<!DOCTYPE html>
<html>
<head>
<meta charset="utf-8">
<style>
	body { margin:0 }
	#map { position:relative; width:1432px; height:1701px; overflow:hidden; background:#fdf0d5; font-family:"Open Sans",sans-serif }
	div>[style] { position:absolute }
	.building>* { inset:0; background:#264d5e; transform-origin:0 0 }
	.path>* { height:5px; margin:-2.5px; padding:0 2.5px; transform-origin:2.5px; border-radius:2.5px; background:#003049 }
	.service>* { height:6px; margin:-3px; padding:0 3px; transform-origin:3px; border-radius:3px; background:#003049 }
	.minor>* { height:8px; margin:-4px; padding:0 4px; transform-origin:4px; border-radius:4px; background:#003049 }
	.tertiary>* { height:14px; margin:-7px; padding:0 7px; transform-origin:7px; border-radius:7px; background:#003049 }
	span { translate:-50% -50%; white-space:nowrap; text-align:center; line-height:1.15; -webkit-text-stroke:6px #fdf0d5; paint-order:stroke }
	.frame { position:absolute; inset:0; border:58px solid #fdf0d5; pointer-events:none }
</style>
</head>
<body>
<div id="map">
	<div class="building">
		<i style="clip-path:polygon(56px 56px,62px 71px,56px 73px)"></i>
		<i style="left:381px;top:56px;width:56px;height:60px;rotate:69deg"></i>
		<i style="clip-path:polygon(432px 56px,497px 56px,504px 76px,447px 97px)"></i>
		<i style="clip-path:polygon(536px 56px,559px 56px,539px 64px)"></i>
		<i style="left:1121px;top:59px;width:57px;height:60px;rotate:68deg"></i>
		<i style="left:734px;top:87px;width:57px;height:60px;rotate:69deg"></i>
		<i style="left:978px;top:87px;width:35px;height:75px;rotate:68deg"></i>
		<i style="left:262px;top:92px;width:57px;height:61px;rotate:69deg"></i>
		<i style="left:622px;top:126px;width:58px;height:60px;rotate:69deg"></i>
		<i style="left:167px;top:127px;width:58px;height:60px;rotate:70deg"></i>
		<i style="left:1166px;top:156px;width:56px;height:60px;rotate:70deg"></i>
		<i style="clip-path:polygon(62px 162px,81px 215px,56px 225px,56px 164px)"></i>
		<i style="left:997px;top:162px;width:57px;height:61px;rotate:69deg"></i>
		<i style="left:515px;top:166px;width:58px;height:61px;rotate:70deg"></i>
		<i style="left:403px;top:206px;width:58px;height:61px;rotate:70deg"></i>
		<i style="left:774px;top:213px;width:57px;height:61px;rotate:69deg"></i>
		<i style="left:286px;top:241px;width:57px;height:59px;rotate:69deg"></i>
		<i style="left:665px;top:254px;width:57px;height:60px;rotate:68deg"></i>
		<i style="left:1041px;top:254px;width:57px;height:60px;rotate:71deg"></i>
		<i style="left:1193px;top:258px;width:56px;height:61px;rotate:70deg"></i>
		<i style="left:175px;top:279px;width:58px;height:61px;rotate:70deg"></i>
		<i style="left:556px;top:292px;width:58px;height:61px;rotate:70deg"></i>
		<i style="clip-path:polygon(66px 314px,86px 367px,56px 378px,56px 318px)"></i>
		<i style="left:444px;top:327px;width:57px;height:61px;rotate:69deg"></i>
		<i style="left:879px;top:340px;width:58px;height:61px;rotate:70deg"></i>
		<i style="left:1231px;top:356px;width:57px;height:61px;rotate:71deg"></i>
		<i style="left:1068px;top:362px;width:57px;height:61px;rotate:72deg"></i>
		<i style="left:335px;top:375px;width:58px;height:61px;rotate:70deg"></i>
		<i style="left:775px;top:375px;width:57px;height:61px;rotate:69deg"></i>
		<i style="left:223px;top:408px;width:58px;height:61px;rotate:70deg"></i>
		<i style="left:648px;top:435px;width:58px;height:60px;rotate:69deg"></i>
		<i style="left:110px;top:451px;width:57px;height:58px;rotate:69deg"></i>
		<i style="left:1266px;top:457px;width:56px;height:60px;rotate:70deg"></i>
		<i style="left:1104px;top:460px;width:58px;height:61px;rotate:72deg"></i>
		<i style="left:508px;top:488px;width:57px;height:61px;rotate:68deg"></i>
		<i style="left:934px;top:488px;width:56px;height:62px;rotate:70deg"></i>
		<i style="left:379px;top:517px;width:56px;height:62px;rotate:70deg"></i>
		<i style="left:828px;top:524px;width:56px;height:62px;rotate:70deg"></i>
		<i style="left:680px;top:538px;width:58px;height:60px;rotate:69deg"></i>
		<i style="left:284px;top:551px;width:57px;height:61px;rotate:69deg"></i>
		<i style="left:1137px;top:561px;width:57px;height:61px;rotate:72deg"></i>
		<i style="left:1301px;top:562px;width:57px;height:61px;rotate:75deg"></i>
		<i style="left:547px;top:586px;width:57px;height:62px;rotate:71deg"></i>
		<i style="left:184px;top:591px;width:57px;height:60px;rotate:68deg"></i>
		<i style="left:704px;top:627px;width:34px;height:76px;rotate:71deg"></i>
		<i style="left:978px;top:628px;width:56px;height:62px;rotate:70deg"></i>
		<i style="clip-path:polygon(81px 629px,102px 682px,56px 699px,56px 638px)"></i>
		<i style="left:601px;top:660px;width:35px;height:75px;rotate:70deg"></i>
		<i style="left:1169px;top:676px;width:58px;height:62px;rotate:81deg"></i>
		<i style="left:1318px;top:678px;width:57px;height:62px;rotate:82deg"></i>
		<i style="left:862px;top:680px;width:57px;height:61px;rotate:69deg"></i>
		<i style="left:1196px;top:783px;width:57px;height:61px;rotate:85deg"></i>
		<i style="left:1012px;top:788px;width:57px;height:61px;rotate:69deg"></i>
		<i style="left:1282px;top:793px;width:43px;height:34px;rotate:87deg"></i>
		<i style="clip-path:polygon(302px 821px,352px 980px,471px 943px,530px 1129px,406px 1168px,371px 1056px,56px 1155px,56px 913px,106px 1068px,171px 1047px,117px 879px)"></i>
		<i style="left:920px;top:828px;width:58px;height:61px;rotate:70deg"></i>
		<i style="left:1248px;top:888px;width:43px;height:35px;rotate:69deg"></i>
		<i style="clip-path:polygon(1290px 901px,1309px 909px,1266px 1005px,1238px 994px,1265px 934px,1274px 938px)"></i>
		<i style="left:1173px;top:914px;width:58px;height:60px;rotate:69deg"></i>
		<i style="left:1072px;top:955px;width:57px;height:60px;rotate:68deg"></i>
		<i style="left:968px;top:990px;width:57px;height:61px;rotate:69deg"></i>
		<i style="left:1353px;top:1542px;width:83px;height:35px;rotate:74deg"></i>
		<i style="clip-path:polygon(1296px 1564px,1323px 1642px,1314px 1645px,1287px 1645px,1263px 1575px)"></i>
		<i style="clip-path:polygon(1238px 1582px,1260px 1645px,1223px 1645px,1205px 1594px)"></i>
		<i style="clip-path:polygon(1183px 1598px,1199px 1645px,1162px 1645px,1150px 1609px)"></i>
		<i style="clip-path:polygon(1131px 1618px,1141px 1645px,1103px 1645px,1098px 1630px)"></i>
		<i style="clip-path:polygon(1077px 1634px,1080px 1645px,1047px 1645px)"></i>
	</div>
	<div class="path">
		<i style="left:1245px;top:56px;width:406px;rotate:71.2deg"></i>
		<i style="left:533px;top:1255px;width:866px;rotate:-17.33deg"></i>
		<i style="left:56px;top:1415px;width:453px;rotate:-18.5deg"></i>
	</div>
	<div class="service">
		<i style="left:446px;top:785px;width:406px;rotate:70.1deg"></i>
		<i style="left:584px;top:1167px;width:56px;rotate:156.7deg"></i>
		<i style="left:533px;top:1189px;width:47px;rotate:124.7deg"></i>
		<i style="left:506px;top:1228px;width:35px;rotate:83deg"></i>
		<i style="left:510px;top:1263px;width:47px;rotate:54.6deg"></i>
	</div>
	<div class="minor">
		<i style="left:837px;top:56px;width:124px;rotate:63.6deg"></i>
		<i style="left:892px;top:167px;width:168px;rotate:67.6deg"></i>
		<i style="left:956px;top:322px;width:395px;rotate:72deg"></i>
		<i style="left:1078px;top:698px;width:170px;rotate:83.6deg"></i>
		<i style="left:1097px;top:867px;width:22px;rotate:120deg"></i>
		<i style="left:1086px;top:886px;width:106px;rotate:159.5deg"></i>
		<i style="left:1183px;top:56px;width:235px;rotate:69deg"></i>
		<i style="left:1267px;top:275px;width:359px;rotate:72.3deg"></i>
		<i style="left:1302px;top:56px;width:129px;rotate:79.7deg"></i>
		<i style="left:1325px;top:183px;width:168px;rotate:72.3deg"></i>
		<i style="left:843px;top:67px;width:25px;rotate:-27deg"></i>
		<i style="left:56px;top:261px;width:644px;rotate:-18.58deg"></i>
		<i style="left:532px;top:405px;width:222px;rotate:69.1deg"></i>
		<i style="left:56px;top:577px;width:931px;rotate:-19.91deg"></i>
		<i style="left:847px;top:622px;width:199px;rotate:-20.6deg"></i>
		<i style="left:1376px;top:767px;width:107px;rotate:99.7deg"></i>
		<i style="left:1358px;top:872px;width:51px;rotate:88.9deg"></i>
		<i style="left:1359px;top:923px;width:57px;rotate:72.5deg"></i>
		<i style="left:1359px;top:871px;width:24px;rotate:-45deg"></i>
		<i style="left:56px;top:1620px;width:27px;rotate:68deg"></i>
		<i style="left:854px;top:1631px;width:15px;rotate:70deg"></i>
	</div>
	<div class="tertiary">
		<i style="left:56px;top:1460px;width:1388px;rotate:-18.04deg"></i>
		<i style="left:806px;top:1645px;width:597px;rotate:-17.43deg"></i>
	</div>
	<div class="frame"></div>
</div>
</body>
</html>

* * * * * * * * *

* TASK INSTRUCTIONS
Your job is to print exactly the lines that run from the top of the entries through the line with "height:6px; margin:-3px; padding:0", and no others.

* FINISHED EXERCISE
<!DOCTYPE html>
<html>
<head>
<meta charset="utf-8">
<style>
	body { margin:0 }
	#map { position:relative; width:1432px; height:1701px; overflow:hidden; background:#fdf0d5; font-family:"Open Sans",sans-serif }
	div>[style] { position:absolute }
	.building>* { inset:0; background:#264d5e; transform-origin:0 0 }
	.path>* { height:5px; margin:-2.5px; padding:0 2.5px; transform-origin:2.5px; border-radius:2.5px; background:#003049 }
	.service>* { height:6px; margin:-3px; padding:0 3px; transform-origin:3px; border-radius:3px; background:#003049 }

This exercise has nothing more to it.